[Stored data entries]
______

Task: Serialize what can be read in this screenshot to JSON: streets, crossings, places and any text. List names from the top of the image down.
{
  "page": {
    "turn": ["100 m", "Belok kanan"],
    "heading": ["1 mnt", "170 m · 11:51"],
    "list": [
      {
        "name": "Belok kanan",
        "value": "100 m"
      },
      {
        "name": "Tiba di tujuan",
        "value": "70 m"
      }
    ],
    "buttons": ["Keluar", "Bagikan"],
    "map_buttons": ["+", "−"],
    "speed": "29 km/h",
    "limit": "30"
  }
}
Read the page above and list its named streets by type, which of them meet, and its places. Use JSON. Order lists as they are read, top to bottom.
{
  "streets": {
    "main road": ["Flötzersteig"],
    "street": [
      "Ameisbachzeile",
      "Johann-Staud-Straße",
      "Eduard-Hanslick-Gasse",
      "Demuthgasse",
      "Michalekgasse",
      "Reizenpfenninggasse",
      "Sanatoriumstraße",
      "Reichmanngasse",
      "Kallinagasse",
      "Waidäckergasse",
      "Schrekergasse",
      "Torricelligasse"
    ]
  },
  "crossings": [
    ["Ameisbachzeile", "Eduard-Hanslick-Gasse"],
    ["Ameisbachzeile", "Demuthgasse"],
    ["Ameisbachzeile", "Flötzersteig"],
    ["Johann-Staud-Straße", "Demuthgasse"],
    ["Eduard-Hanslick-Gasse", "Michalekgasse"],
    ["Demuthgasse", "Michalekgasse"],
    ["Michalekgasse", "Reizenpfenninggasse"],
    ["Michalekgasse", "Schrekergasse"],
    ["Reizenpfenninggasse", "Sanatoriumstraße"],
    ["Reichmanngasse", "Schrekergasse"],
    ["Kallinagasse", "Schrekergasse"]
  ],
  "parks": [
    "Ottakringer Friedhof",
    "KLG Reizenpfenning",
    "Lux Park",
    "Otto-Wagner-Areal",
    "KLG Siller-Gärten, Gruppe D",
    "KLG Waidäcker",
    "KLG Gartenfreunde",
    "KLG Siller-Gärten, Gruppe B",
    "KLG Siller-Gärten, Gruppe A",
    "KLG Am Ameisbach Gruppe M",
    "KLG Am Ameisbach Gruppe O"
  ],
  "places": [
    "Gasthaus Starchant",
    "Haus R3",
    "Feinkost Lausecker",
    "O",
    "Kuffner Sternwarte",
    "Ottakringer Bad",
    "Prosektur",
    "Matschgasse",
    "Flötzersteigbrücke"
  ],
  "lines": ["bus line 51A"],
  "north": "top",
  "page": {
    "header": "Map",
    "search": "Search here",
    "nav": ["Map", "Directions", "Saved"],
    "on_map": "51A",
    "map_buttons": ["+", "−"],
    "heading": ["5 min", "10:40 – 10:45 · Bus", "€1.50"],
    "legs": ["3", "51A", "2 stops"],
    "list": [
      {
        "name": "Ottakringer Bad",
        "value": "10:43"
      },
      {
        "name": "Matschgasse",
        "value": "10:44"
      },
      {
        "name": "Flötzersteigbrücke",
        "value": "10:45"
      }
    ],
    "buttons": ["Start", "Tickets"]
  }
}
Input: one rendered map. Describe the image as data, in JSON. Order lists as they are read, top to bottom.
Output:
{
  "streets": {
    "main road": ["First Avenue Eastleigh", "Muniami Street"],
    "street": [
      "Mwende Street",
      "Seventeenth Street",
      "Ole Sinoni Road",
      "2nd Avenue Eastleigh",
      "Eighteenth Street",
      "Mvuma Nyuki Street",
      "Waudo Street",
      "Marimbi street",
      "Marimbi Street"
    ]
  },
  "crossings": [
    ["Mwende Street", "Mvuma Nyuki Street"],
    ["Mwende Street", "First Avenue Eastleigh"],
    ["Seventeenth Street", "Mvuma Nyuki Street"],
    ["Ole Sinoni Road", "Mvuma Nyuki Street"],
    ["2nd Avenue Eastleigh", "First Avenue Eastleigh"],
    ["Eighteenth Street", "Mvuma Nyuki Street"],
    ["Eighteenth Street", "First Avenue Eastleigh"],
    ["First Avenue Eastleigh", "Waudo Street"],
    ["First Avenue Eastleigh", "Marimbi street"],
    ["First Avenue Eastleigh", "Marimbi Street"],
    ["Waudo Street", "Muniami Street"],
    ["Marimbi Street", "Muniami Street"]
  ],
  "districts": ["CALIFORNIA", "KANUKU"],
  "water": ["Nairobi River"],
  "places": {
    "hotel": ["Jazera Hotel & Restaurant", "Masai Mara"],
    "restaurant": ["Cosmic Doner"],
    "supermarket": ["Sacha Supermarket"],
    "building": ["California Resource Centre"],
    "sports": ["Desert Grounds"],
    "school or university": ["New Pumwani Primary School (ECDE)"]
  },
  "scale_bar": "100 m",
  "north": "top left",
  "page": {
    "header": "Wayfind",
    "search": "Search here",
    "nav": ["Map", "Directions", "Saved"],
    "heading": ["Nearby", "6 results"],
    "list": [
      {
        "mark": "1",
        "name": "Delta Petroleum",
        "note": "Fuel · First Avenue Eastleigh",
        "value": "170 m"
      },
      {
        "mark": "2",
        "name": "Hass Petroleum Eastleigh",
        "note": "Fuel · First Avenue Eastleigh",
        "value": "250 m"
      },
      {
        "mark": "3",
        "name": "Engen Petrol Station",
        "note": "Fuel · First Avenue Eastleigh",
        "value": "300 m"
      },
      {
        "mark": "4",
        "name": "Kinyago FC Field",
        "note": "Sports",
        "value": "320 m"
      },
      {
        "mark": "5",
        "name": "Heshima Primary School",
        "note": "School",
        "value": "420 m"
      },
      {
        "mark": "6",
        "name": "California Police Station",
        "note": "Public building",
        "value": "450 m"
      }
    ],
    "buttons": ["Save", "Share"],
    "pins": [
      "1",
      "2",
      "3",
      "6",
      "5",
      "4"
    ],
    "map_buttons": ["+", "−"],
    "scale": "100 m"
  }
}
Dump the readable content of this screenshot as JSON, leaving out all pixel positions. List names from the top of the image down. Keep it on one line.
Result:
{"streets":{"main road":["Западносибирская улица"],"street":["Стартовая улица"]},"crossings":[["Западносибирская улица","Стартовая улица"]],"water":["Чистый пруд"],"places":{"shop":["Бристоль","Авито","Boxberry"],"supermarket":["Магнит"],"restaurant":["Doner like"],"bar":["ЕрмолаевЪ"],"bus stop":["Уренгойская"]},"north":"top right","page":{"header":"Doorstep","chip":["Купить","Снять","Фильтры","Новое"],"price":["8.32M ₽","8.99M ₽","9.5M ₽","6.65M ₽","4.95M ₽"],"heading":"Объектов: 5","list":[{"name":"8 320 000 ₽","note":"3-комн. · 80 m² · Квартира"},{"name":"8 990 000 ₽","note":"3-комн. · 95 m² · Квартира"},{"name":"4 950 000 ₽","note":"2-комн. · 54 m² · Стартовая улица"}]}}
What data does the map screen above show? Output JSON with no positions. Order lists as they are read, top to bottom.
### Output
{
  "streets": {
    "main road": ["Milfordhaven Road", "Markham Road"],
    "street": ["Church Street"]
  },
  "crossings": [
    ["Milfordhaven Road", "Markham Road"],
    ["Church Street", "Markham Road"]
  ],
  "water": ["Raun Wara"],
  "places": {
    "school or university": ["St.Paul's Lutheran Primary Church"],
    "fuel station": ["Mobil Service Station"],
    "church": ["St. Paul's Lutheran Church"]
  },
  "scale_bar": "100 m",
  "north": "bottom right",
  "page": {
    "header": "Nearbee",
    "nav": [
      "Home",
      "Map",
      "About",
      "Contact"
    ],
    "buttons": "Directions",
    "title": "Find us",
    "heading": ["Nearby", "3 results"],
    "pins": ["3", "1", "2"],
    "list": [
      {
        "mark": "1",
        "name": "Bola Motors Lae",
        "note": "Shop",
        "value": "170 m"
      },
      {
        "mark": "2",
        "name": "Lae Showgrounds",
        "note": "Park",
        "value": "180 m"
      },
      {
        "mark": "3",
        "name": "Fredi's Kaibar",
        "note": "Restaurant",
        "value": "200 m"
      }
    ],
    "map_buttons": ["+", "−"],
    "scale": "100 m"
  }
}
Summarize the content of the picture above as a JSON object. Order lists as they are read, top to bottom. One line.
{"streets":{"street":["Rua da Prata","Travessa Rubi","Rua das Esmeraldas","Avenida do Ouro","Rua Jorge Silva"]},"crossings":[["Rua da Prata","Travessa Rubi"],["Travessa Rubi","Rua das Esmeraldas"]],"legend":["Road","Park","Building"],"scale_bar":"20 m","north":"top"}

______

- **EXERCISE**: What must be transcribed is the run of lines from the one containing "Summarize the content" to the last line of the data above, inclusive, and only that.

- **RESULT BELOW**:
Summarize the content of the picture above as a JSON object. Order lists as they are read, top to bottom. One line.
{"streets":{"street":["Rua da Prata","Travessa Rubi","Rua das Esmeraldas","Avenida do Ouro","Rua Jorge Silva"]},"crossings":[["Rua da Prata","Travessa Rubi"],["Travessa Rubi","Rua das Esmeraldas"]],"legend":["Road","Park","Building"],"scale_bar":"20 m","north":"top"}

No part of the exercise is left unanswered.